Journal List > Korean J Anesthesiol > v.75(2) > 1159840

Altiparmak, Ciftci, Tekin, Sakul, and Alici: Is the deep supraspinatus muscle plane block and suprascapular nerve block the same approach? A cadaveric nomenclature study
Interfascial plane blocks have become popular in daily anesthesia practice in the field of acute and chronic pain management [1]. Owing to the use of ultrasound (US), novel plane blocks are increasingly being developed. To reduce controversy regarding the names and properties of these novel blocks, American Society of Regional Anesthesia and Pain Medicine (ASRA)-European Society of Regional Anaesthesia and Pain Therapy (ESRA) consensus published a nomenclature study [2]. Despite this, new descriptions of novel techniques continue to be defined. Kose et al. [3] has proposed that the deep supraspinatus muscle plane block (DSMPB), which involves the administration of local anesthetic (LA) into the plane between the supraspinatus muscles (SMs) and the posterior scapula, is a safer and easier novel technique. Recently, Teles et al. [4] called the DSMPB, a “new old technique” since the block is basically an indirect anatomical landmark-guided suprascapular nerve block (SNB) verified by US. In contrast, Ciftci et al. [5] emphasized the different injection points used for the two blocks, namely, the needle is inserted approximately 2.5 cm away from the suprascapular notch for an SNB, while the insertion point for a DSMPB is 4 cm away and therefore likely to act under the principles of interfacial plane blocks. Given this controversy, we performed a cadaveric study to directly test whether the US-guided DSMPB and landmark-guided (US-verified) SNB would result in a similar anatomical area of coverage.
This study was performed after obtaining ethical approval from the Istanbul Medipol University Ethics and Research Committee (decision No. 715). One fresh male human cadaver was obtained by the Anatomy Department of Istanbul Medipol University. Since the study was approved by the ethics committee of our university and all rights of the cadaver belong to the anatomy department, no permissions were required for the use of the cadaver for our study. All injections were performed by two investigators with experience (at least 10 years’ experience) administering US-guided fascial plane blocks. The cadaver was placed in the prone position and the cadaver’s back, especially around the scapula, was fully inspected for anomalies. On the right side of the cadaver’s back, US-guided (B-Braun, XperiusTM, B.Braun Melsungen AG, Germany) DSMPB was performed with a multifrequency 11–12 MHz linear probe covered with a protective plastic sheath.

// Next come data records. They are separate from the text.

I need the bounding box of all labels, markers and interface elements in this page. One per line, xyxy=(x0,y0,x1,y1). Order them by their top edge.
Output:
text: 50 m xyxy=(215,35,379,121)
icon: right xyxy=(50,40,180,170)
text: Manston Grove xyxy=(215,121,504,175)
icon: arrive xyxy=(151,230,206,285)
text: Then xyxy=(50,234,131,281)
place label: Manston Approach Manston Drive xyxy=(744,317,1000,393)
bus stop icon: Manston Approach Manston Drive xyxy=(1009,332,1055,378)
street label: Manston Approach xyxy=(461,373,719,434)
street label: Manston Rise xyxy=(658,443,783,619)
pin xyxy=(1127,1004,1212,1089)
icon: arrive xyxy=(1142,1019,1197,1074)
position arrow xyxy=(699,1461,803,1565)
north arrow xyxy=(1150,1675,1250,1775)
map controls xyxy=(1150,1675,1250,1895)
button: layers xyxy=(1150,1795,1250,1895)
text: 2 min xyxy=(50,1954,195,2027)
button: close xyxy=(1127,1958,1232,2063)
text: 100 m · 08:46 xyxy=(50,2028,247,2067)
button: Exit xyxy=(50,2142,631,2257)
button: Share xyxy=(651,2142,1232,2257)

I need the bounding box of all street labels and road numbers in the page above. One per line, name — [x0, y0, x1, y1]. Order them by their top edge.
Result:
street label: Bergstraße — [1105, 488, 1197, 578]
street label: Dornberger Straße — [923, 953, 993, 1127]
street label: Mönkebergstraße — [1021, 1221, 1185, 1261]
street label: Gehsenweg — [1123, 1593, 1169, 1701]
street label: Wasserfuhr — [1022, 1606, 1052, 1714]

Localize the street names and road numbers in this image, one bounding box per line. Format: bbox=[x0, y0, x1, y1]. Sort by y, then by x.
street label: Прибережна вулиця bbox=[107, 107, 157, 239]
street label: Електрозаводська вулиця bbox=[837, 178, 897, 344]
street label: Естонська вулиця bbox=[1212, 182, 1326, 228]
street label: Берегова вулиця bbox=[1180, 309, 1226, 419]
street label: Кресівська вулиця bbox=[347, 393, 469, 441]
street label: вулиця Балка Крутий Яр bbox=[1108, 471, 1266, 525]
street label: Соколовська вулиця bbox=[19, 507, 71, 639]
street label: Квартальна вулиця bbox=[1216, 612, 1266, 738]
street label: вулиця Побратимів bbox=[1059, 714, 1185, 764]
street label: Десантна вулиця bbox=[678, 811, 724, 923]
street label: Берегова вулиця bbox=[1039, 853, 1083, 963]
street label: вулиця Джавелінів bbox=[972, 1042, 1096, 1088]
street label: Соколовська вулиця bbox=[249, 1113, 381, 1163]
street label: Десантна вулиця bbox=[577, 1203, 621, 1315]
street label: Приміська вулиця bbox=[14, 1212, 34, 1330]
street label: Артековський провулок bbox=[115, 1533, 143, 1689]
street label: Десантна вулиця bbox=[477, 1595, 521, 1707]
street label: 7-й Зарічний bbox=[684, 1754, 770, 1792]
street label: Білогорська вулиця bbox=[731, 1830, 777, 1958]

The probe was placed at the base of the spinae scapula in the transverse plane and was slowly moved cranially to visualize the trapezius and SM on the medial side of the scapula. A 22 gauge (G), 100 mm needle (Stimuplex® Ultra 360, B-Braun, B. Braun Melsungen AG, Germany) was punctured medially to laterally using the in-plane technique. The needle was inserted below the SM and in contact with the supraspinous fossa. Twenty ml of 0.25% methylene blue dye was injected here. On the left side of the cadaver’s back, a landmark-guided SNB was performed. The scapula was separated into quadrants using a vertical line that passed along the length of the scapular spine. The point in the upper outer quadrant (2.5 cm lateral to the vertical line) was targeted. In order to verify the injection point, an US probe was placed on the targeted point over the scapular spine. After visualizing the suprascapular notch, a 22 G, 100 mm needle (Stimuplex® Ultra 360, B-Braun, B. Braun Melsungen AG, Germany) was inserted using the in-plane technique. A total of 20 ml of 0.25% methylene blue dye was injected at this location.
Anatomic dissections were performed by the same anatomists using a standardized method 20 min after the procedures. A midline skin incision was made from the protuberantia occipitalis externa to the coccyx. A second incision was made from the acromion through the spinae scapula. After the incisions were combined, the skin was retracted laterally to visualize the posterior thoracic wall and scapula. The trapezius muscle was reflected from the spinous processes and spinae scapula, after which the scapula, supraspinatus muscle, and infraspinatus muscle were visualized. The supraspinatus and infraspinatus muscles were dissected from the medial margin of the scapula and spinae scapula. On the left side (SNB), the dye had spread to the supraspinous fossa, with minimal dye spread around the shoulder joint capsule from the view of the quadrangular space. Methylene blue was also observed around the suprascapular nerve (Fig. 1A). On the right side (DSMPB), the dye had spread densely in the supraspinous fossa region (Fig. 1B). Methylene blue was observed on both the anterior and posterior sides of the SM. There was also dye visualized on the spinae scapula, but no methylene blue could be seen in the infraspinous fossa.
We agree with Teles et al. [4] on the point that, given the abundance of novel nerve block approaches, significant heterogeneity exists in the nomenclature. Recently, an ASRA-ESRA Delphi consensus study was conducted to standardize the nomenclature and anatomical descriptions of paraspinal, chest wall, and abdominal wall blocks [2]. However, our findings suggest that it would be incorrect to describe DSMPB as a reinterpretation of the classical technique. Although the SNB and DSMPB covered some common areas over the scapula, the DSMPB provided a denser spread of dye in the supraspinous fossa than the SNB, while the SNB covered a larger area over both the supraspinous and infraspinous fossa. Our results suggest that SNBs may be used for pain control after major surgeries involving the shoulder joint or for chronic pain management, while DSMPBs may be better suited for chronic pain treatment or management after minor shoulder surgeries.

Notes

Funding

None.

Conflicts of Interest

No potential conflict of interest relevant to this article was reported.

Author Contributions

Basak Altiparmak (Conceptualization; Investigation; Methodology; Visualization; Writing – original draft; Writing – review & editing)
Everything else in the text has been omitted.